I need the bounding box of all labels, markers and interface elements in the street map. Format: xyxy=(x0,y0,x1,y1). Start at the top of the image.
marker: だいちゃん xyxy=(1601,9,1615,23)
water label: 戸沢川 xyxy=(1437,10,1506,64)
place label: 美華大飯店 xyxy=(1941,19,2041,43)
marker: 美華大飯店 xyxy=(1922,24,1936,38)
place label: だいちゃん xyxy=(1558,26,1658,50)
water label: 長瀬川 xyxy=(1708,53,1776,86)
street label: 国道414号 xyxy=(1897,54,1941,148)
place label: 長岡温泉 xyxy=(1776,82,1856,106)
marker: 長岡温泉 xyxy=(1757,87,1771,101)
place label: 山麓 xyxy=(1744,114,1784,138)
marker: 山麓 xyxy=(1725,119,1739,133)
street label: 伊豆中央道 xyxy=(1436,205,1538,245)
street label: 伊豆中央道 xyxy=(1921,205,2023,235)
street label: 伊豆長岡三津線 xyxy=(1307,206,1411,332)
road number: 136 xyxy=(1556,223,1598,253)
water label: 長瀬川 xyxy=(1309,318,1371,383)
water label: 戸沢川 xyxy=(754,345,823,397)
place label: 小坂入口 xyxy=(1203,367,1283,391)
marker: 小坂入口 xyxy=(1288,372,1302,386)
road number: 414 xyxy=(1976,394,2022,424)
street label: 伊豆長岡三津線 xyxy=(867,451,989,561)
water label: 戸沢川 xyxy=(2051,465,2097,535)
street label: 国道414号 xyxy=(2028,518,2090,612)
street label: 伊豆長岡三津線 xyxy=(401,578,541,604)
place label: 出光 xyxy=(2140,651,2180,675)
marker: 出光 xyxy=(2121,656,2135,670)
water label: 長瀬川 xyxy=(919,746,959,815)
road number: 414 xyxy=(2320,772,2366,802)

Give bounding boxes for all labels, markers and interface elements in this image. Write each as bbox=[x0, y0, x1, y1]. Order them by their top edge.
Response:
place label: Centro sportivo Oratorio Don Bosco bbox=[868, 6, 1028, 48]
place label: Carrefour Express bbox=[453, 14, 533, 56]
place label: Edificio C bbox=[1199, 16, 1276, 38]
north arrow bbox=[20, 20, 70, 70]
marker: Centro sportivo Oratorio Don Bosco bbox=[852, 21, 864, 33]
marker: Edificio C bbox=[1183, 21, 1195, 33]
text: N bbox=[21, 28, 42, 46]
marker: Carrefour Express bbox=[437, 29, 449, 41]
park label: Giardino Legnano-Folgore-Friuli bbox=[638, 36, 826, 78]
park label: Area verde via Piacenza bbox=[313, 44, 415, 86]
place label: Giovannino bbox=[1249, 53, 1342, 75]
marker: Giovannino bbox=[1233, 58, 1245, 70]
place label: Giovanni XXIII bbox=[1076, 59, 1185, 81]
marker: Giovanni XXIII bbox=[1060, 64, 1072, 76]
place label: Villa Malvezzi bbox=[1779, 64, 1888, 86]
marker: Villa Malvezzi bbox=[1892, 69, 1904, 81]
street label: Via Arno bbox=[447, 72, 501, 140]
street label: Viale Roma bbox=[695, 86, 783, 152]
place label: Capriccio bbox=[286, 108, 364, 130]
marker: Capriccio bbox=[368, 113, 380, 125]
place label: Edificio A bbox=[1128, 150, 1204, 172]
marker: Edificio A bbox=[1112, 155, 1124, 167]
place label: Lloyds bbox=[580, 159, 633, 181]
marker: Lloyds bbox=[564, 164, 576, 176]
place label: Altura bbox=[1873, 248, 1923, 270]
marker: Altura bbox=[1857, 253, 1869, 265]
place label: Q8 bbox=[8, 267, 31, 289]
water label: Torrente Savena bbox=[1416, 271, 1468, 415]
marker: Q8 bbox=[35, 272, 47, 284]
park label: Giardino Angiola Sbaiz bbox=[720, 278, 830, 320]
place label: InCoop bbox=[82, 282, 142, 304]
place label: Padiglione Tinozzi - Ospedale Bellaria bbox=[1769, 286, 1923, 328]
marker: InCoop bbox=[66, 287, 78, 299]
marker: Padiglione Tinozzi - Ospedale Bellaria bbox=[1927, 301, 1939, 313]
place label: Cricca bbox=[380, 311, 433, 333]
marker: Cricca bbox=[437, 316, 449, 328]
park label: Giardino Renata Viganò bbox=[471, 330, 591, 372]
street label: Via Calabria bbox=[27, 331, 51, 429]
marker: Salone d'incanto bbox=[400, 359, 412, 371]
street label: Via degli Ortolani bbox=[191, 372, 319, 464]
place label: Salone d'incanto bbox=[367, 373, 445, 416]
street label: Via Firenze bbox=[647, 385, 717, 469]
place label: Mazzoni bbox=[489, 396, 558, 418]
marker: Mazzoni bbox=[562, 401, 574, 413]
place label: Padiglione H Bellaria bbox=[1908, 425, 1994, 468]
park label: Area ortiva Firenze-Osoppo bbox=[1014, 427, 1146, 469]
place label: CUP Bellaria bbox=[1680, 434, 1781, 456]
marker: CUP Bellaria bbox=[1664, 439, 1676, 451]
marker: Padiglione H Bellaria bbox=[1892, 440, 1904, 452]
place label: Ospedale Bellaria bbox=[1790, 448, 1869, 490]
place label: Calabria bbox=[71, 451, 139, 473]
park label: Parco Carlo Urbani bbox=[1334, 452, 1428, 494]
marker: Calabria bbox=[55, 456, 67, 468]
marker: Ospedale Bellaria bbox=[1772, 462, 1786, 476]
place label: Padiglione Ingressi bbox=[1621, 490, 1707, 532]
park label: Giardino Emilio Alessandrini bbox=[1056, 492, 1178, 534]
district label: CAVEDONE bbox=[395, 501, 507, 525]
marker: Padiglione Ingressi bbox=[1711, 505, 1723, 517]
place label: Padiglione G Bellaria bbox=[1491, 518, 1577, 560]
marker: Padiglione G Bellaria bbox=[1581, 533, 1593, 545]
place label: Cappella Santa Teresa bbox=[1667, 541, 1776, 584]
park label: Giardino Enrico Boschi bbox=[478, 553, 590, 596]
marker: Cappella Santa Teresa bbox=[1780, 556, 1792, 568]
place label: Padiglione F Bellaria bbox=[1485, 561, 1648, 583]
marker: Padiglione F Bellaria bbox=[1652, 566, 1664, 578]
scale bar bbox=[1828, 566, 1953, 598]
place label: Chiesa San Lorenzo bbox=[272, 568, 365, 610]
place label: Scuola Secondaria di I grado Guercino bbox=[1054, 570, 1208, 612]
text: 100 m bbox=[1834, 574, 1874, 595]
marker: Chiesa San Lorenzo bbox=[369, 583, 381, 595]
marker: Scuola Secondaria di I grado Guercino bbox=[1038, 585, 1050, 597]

** WORK INSTRUCTIONS **
Read each line of the material, and wherever the word "Malvezzi" turns up, copy that line.

** EXERCISE RESULT **
place label: Villa Malvezzi bbox=[1779, 64, 1888, 86]
marker: Villa Malvezzi bbox=[1892, 69, 1904, 81]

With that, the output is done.